A former employer paid for all its designers and engineers to spend several days attending an onsite course, "Boothroyd- Dewhurst Design for Assembly/ Design for Manufacture" or something like that, including a room full of computers and access to the software package that actually contained process capability information for a huge assortment of machines and processes. The price included an ongoing license or two installed on our network.
The software helped you generate what amounted to a process sheet for each part and then the assembly. It generated a score for relative cost and manufacturability, and encouraged you to explore variations in methods, materials, etc.
It would have been a wonderful tool for someone just out of school, if you could convince said young person to pay attention to the tool.
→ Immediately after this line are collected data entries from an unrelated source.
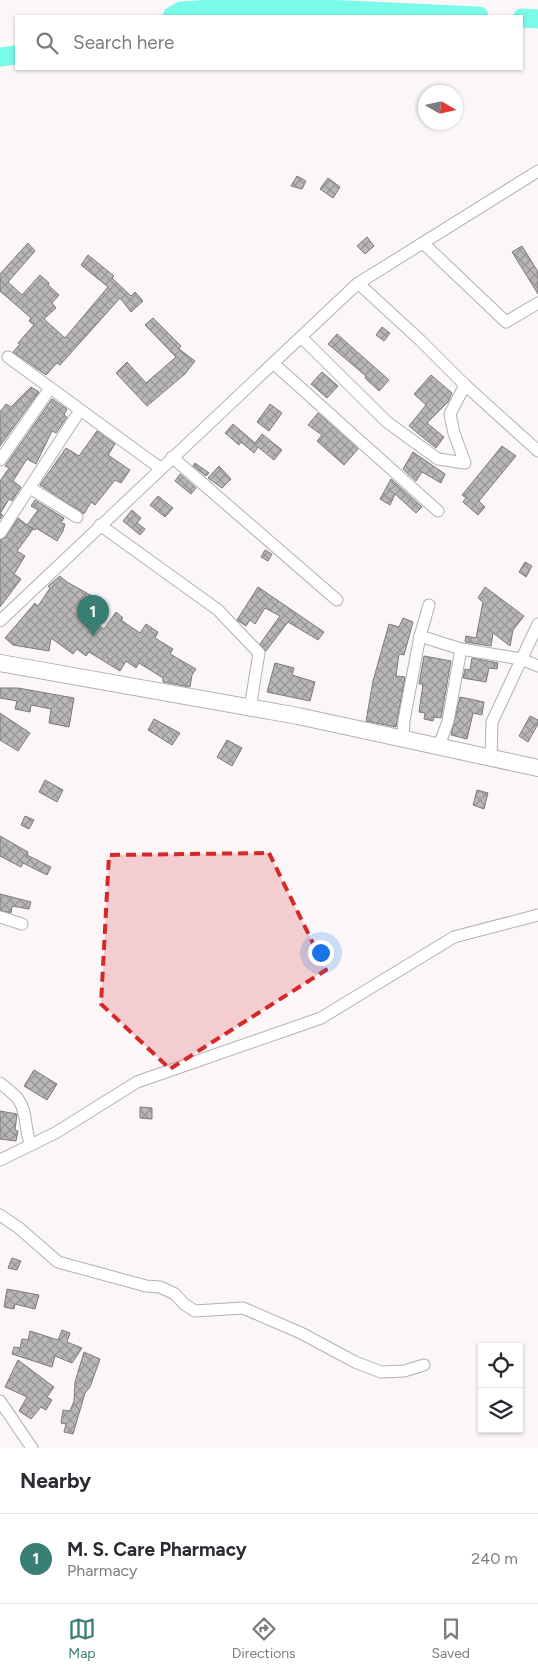 <!DOCTYPE html>
<style>
:root{--surface:#fff;--page:#f2f2f3;--text:#2b2b33;--muted:#7c7c81;--line:#e1e1e2;--accent:#387e74}
body{margin:0;font-family:Figtree,sans-serif;background:var(--page);color:var(--text)}
.controls{position:absolute;right:15px;bottom:15px;display:grid;overflow:hidden;border-radius:0px;box-shadow:0 1px 4px #0004}
.controls button{width:45px;height:45px;display:grid;place-items:center;padding:0;border:0;border-bottom:1px solid var(--line);background:var(--surface);color:var(--text);font:25px sans-serif}
.compass{position:absolute;left:418px;top:85px;width:45px;height:45px;border-radius:50%;background:var(--surface);box-shadow:0 1px 4px #0004;rotate:99deg}
.you{position:absolute;left:320px;top:952px;width:18px;height:18px;margin:-12px;border:4px solid #fff;border-radius:50%;background:#1a73e8;box-shadow:0 0 0 8px #1a73e833}
.badge{display:grid;place-items:center;width:32px;height:32px;border-radius:50%;background:var(--accent);color:#fff;font-size:16px;font-weight:700}
.pin{position:absolute;translate:-50% -41px;filter:drop-shadow(0 1px 2px #0008)}
.pin::after{content:'';position:absolute;top:26px;width:18px;height:15px;background:inherit;clip-path:polygon(0 0,100% 0,50% 100%)}
.list{margin:0;padding:0;list-style:none}
h2{display:flex;justify-content:space-between;align-items:center;height:65px;margin:0;padding:0 20px;font-size:21px}
h2 small{font-size:16px;font-weight:400;color:var(--muted)}
.list li{display:grid;grid-template-columns:32px 1fr auto;gap:15px;align-items:center;box-sizing:border-box;height:90px;padding:0 20px;border-top:1px solid var(--line)}
.list b{display:block;font-size:19px;white-space:nowrap}
.list p{margin:0;font-size:16px;white-space:nowrap;color:var(--muted)}
.list em{font-size:16px;font-style:normal;color:var(--muted)}
.icon{flex:none;width:28px;height:28px;fill:none;stroke:currentColor;stroke-width:2;stroke-linecap:round;stroke-linejoin:round}
.map{position:relative;flex:none;width:538px;height:1448px;overflow:hidden}
.search{position:absolute;background:var(--surface);box-shadow:0 1px 4px #0004;left:15px;right:15px;top:15px;height:55px;display:flex;align-items:center;gap:12px;box-sizing:border-box;padding:0 18px;border-radius:0px;color:var(--muted);font-size:19px}
.sheet{height:155px;background:var(--surface)}
nav{display:flex;justify-content:space-around;align-items:center;box-sizing:border-box;height:70px;border-top:1px solid var(--line);background:var(--surface);font-size:14px;color:var(--muted)}
nav a{display:grid;justify-items:center;gap:2px}
nav .on{color:var(--accent)}
.map>svg:first-child{display:block}
.lines{fill:none;stroke-linecap:round;stroke-linejoin:round}
.river{stroke:#7afae9;stroke-width:19}
.building{fill:url(#building-cross-hatch);stroke:#7e7b7d}
.street-casing{stroke:#b3b0b2;stroke-width:13}
.secondary-casing{stroke:#b3b0b2;stroke-width:18}
.street{stroke:#fff;stroke-width:11}
.secondary{stroke:#fff;stroke-width:16}
.marked{fill:#d62828;fill-opacity:0.2;stroke:#d62828;stroke-width:4;stroke-dasharray:10 6;stroke-linejoin:round}
</style>
<div class="map">
<svg width="538" height="1448" viewBox="0 0 538 1448">
<defs>
<pattern id="building-cross-hatch" width="8" height="8" patternUnits="userSpaceOnUse" patternTransform="scale(1.25)"><rect width="8" height="8" fill="#b9b6b8"/><path d="M0 0l8 8M0 8l8-8" fill="none" stroke="#979496"/></pattern>
</defs>
<rect width="100%" height="100%" fill="#fbf7f9"/>
<g class="lines">
<g class="river">
<polyline points="172,16 181,11 258,6 479,16"/>
<polyline points="522,18 538,19"/>
<polyline points="0,57 16,55"/>
</g>
</g>
<g class="building">
<polygon points="297,176 306,181 302,189 291,186"/>
<polygon points="328,178 340,187 333,198 320,189"/>
<polygon points="367,237 374,246 365,254 357,246"/>
<polygon points="28,243 35,251 8,282 22,295 40,275 49,283 48,285 59,295 52,303 56,308 44,319 65,338 108,287 81,265 88,255 114,276 112,278 131,296 135,292 143,301 131,312 120,298 60,365 57,363 46,375 13,352 20,344 18,343 34,325 29,321 31,318 0,291 0,274"/>
<polygon points="522,246 538,272 538,294 512,252"/>
<polygon points="153,318 181,346 179,349 195,361 185,374 147,406 116,373 127,362 146,383 176,357 145,325"/>
<polygon points="382,327 390,333 384,341 376,335"/>
<polygon points="337,334 389,380 379,391 365,378 366,376 328,344"/>
<polygon points="322,372 338,386 327,398 311,384"/>
<polygon points="431,375 452,393 448,402 427,423 444,437 436,448 409,426 426,405 414,394"/>
<polygon points="31,387 39,392 0,446 0,412 6,404 11,407"/>
<polygon points="52,399 67,409 64,415 67,417 56,433 52,431 36,464 27,459 13,481 21,487 12,501 9,499 0,514 3,515 0,519 0,481 9,468 5,466"/>
<polygon points="270,404 282,413 269,431 257,422"/>
<polygon points="318,413 358,449 344,465 317,441 322,435 308,425"/>
<polygon points="233,424 255,443 262,434 282,450 274,460 258,447 254,453 241,442 239,445 225,433"/>
<polygon points="97,431 115,444 108,455 130,470 121,483 115,480 95,505 91,502 84,514 40,485 66,448 79,456"/>
<polygon points="502,446 516,456 479,501 485,507 478,515 463,502 466,498 462,495"/>
<polygon points="413,452 445,474 441,483 422,472 416,481 403,469"/>
<polygon points="195,463 209,473 206,476 193,466"/>
<polygon points="219,466 231,479 222,488 208,478"/>
<polygon points="180,474 196,488 191,494 175,481"/>
<polygon points="391,479 422,507 416,513 395,494 390,505 380,499"/>
<polygon points="158,496 173,508 165,517 150,505"/>
<polygon points="35,500 64,518 61,523 65,524 63,531 57,541 36,528 35,530 28,526 33,529 17,551 25,556 14,574 21,579 0,607 0,540 6,537 18,518 27,525 38,510 31,506"/>
<polygon points="132,510 141,518 137,523 145,529 140,535 123,521"/>
<polygon points="265,550 272,554 268,561 261,557"/>
<polygon points="525,562 532,566 526,577 519,572"/>
<polygon points="60,576 67,582 94,597 83,614 104,629 116,612 123,618 121,620 140,633 146,624 158,632 155,638 173,649 170,654 196,669 192,675 190,687 163,682 163,678 139,663 136,668 126,661 120,671 89,652 86,656 77,649 73,654 51,638 49,651 13,645 5,638 35,603 38,606 50,588 48,586"/>
<polygon points="258,587 324,632 318,640 288,622 266,651 260,644 280,616 265,608 255,624 250,620 246,626 237,620"/>
<polygon points="485,587 524,616 513,630 510,646 493,633 491,646 465,642 466,636 476,638 483,602 478,598"/>
<polygon points="403,618 413,622 404,655 399,654 396,676 405,677 396,727 366,721 373,681 389,624 399,627"/>
<polygon points="424,656 451,661 441,718 434,717 433,721 424,719 425,713 419,712 423,684 419,684"/>
<polygon points="472,658 498,663 497,669 489,668 486,682 463,678 465,669 470,670"/>
<polygon points="275,663 294,668 292,675 315,682 310,701 267,692"/>
<polygon points="0,688 18,688 74,698 69,727 49,723 51,709 31,705 30,712 15,709 17,701 0,698"/>
<polygon points="460,697 484,702 482,715 473,713 467,739 451,735"/>
<polygon points="0,713 30,733 18,751 0,740"/>
<polygon points="530,716 538,720 538,724 528,742 519,736"/>
<polygon points="154,719 180,733 172,745 148,730"/>
<polygon points="227,740 242,748 232,766 217,757"/>
<polygon points="45,780 63,790 57,802 39,792"/>
<polygon points="477,790 488,793 484,809 473,805"/>
<polygon points="25,816 34,820 29,829 21,825"/>
<polygon points="0,836 28,852 27,855 51,867 47,875 23,863 21,867 0,856"/>
<polygon points="0,894 31,902 29,909 12,906 11,913 0,910"/>
<polygon points="34,1070 57,1084 47,1100 24,1086"/>
<polygon points="140,1107 152,1108 152,1119 140,1118"/>
<polygon points="0,1111 17,1114 15,1130 18,1131 16,1141 0,1139"/>
<polygon points="12,1258 21,1261 17,1270 8,1268"/>
<polygon points="7,1289 39,1295 35,1309 15,1304 14,1309 4,1307"/>
<polygon points="62,1330 70,1333 67,1342 82,1348 72,1363 55,1356 52,1367 12,1354 14,1347 20,1348 22,1339 28,1340 30,1331 58,1340"/>
<polygon points="84,1352 100,1359 90,1387 85,1393 73,1434 64,1432 66,1424 61,1423 63,1410 70,1411 74,1401 75,1382"/>
<polygon points="18,1360 54,1387 47,1397 52,1400 46,1410 41,1407 31,1419 19,1411 27,1397 5,1387"/>
</g>
<g class="lines">
<defs>
<g id="street">
<polyline points="423,243 506,322 538,303"/>
<polyline points="358,283 420,340 465,385 538,451"/>
<polyline points="301,337 387,422 438,459 465,463 454,433 450,414 465,385"/>
<polyline points="8,357 160,468"/>
<polyline points="273,363 438,511"/>
<polyline points="172,457 337,600"/>
<polyline points="0,460 49,390"/>
<polyline points="30,488 77,517"/>
<polyline points="100,525 218,610 259,653 250,708"/>
<polyline points="0,533 79,412"/>
<polyline points="0,621 357,284 538,171"/>
<polyline points="420,636 429,605"/>
<polyline points="403,739 404,720 420,636 461,649"/>
<polyline points="439,746 448,721 461,649 521,659 538,666"/>
<polyline points="491,758 492,722 538,624"/>
<polyline points="0,917 22,924"/>
<path d="M0 1083C6 1088 13 1093 18 1099 28 1112 24 1131 31 1145L57 1132 137 1082 321 1018 454 937 538 915"/>
<polyline points="0,1160 31,1145"/>
<polyline points="0,1215 19,1228 58,1262 146,1286 160,1287 175,1294 184,1304 195,1311 243,1308 301,1333 355,1362 381,1372 404,1371 424,1365"/>
<polyline points="0,1401 32,1448"/>
</g>
<polyline id="secondary" points="0,663 298,716 538,768"/>
</defs>
<use href="#street" class="street-casing"/>
<use href="#secondary" class="secondary-casing"/>
<use href="#street" class="street"/>
<use href="#secondary" class="secondary"/>
</g>
<path class="marked" d="M269 853 326 970 170 1069 101 1004 109 855Z"/>
</svg>
<div class="controls">
<button><svg class="icon" aria-label="locate" viewBox="0 0 24 24"><circle cx="12" cy="12" r="6"/><path d="M12 2v4M12 18v4M2 12h4M18 12h4"/></svg></button>
<button><svg class="icon" aria-label="layers" viewBox="0 0 24 24"><path d="M12 4l9 5-9 5-9-5zM3 14l9 5 9-5"/></svg></button>
</div>
<svg class="compass" viewBox="-18 -18 36 36"><path d="M0-13l5 13h-10z" fill="#e53935"/><path d="M0 13l5-13h-10z" fill="#7c7c81"/></svg>
<div class="you"></div>
<div class="pin badge" style="left:93px;top:636px">1</div>
<div class="search"><svg class="icon" aria-label="search" viewBox="0 0 24 24"><circle cx="10" cy="10" r="6"/><path d="M15 15l6 6"/></svg>Search here</div>
</div>
<section class="sheet">
<h2>Nearby<small></small></h2>
<ul class="list">
<li><span class="badge">1</span><div><b>M. S. Care Pharmacy</b><p>Pharmacy</p></div><em>240 m</em></li>
</ul>
</section>
<nav>
<a class="on"><svg class="icon" aria-label="map" viewBox="0 0 24 24"><path d="M3 6l6-2 6 2 6-2v14l-6 2-6-2-6 2zM9 4v14M15 6v14"/></svg>Map</a>
<a><svg class="icon" aria-label="directions" viewBox="0 0 24 24"><path d="M12 3l9 9-9 9-9-9zM9 14v-3h6M13 9l2 2-2 2"/></svg>Directions</a>
<a><svg class="icon" aria-label="saved" viewBox="0 0 24 24"><path d="M7 4h10v16l-5-4-5 4z"/></svg>Saved</a>
</nav>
The experienced guys mostly scoffed that it was all common sense, except of course where it disagreed with what they wanted to do, in which case it was obviously wrong. They didn't use it much, either.
It did effect one change. The software was very heavily biased toward snap fits. All of a sudden, there were snap fits everywhere, most in inappropriate places.
Of course it couldn't deal with individual machine variations like Wes pointed out, but if you were considering a process that you hadn't used (and it was embedded in the database), it could help you avoid a few beginner's mistakes.
I have no idea what the training cost. It might be cheaper to hire or rent someone with actual experience, and it would certainly be cheaper to buy a book.